Birth date and age: May 25, 1879, Maple, Ontario, Canada
Death date: June 9, 1964, Cherkley Court, Leatherhead, United Kingdom
The place of birth (POB): Maple, Ontario, Canada
Spouse:Gladys Henderson Drury (m. 1906–1927)
Children:Sir Max Aitken, 2nd Baronet, Janet Gladys AitkenBooks:Politicians and the War, 1914-1916
How tall is Lord Beaverbrook – 1,68m.** How much weight is Lord Beaverbrook – 87kg** **We have a new information about height&weight of Lord Beaverbrook. It was submitted by Gabe, 50 years old. From Orange City, Iowa.
William Maxwell Max Aitken, 1st Baron Beaverbrook, PC, ONB, (25 May 1879 – 9 June 1964) was an Anglo-Canadian business tycoon, politician, newspaper proprietor and writer who was an influential figure in British society of the first half of the 20th century.The young Max Aitken had a gift for making money and was a millionaire by 30. His business ambitions quickly exceeded what was then available to him in Canada and he moved to England.

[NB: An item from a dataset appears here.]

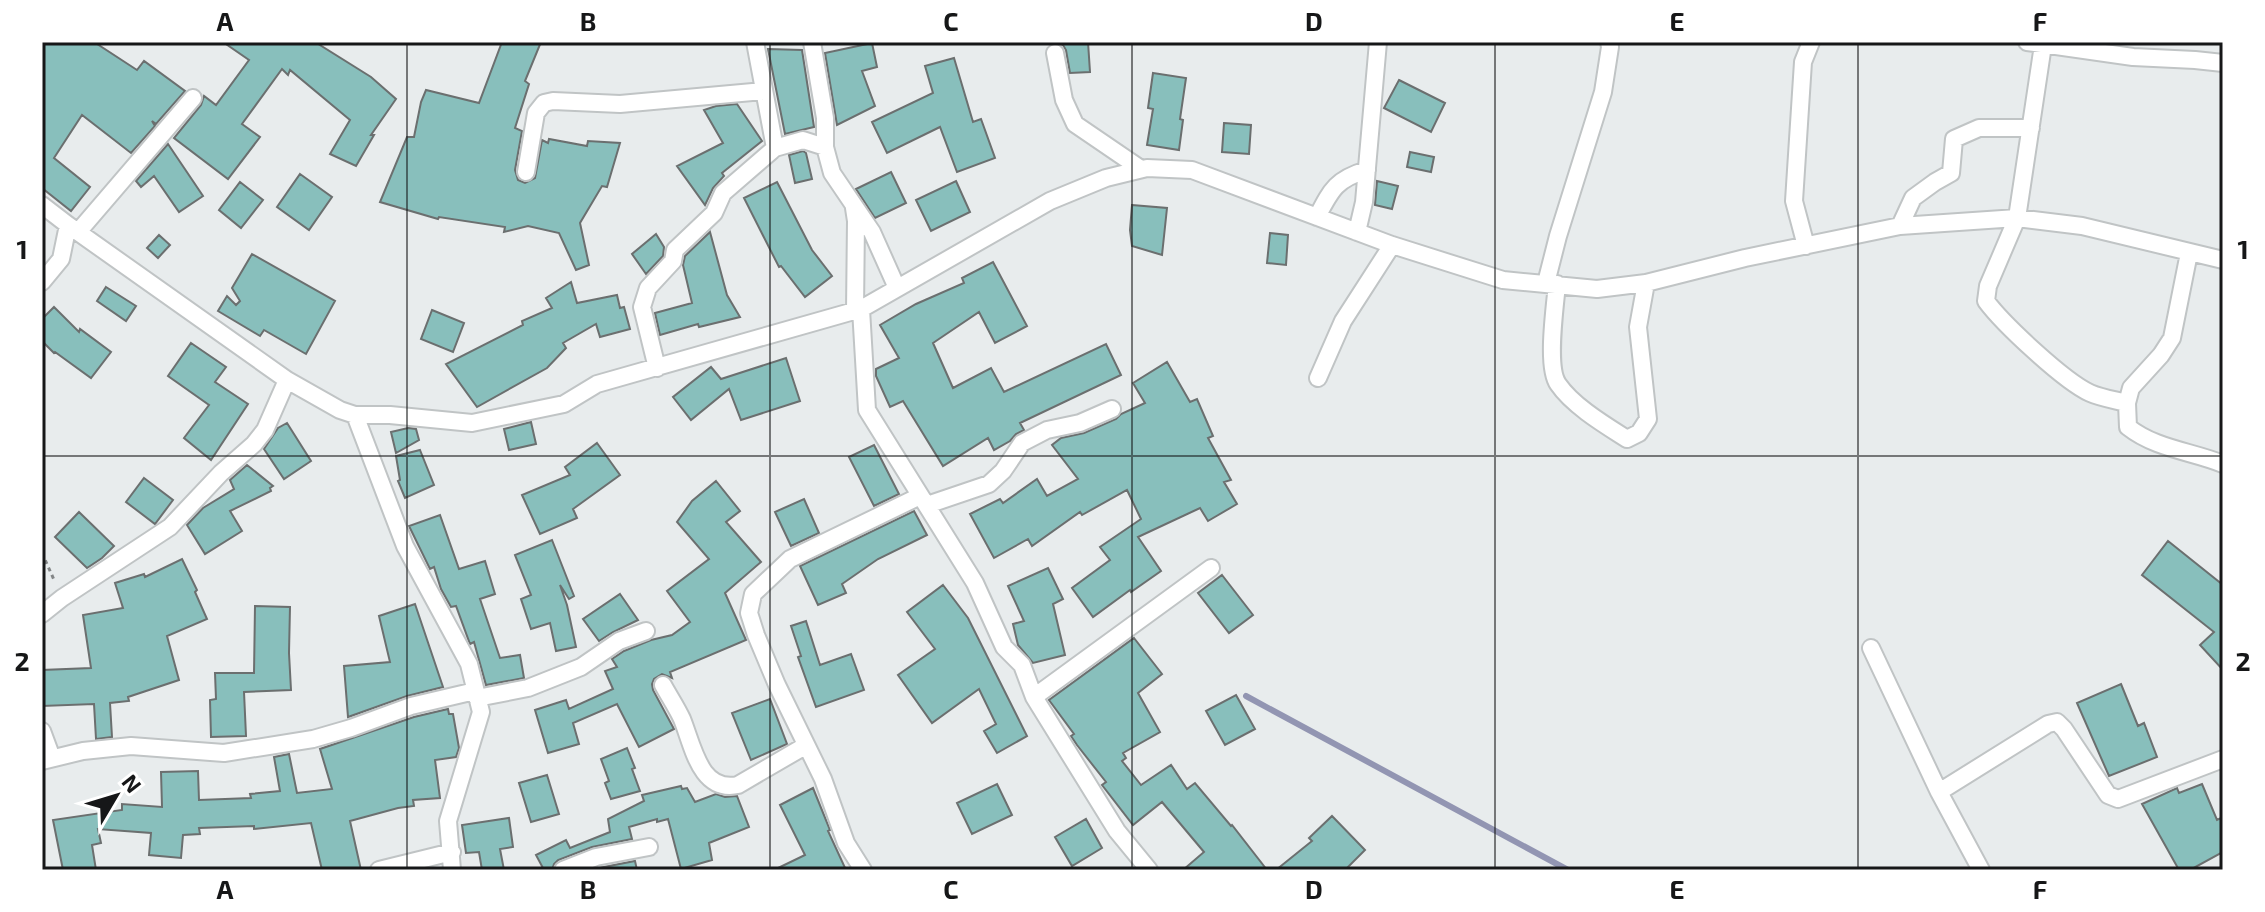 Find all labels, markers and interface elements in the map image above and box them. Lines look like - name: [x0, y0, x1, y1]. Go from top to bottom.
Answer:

There he befriended Bonar Law and with his support won a seat in the House of Commons at the general election held in December 1910. A knighthood followed shortly after. During World War I he ran the Canadian Records office in London and played a role in the removal of H. H. Asquith as prime minister in 1916. The resulting Tory-led coalition government, with David Lloyd George as prime minister and Bonar Law as Chancellor of the Exchequer, rewarded Aitken with a peerage and, briefly, a Cabinet post as Minister of Information.Post-war, the now, Lord Beaverbrook concentrated on his business interests. He built the Daily Express into the most successful mass circulation newspaper in the world and used it to pursue personal campaigns, most notably for tariff reform and for the British Empire to become a free trade bloc. Beaverbrook supported appeasement throughout the 1930s but was persuaded by another long standing political friend, Winston Churchill, to serve as Minister of Aircraft Production in 1940. After numerous clashes with other Cabinet members he resigned in 1941 but later in the war was appointed Lord Privy Seal. Beaverbrook spent his later life running his newspapers, which by then included the London Evening Standard and the Sunday Express. He served as Chancellor of the University of New Brunswick and developed a reputation as a historian with his books on political and military history.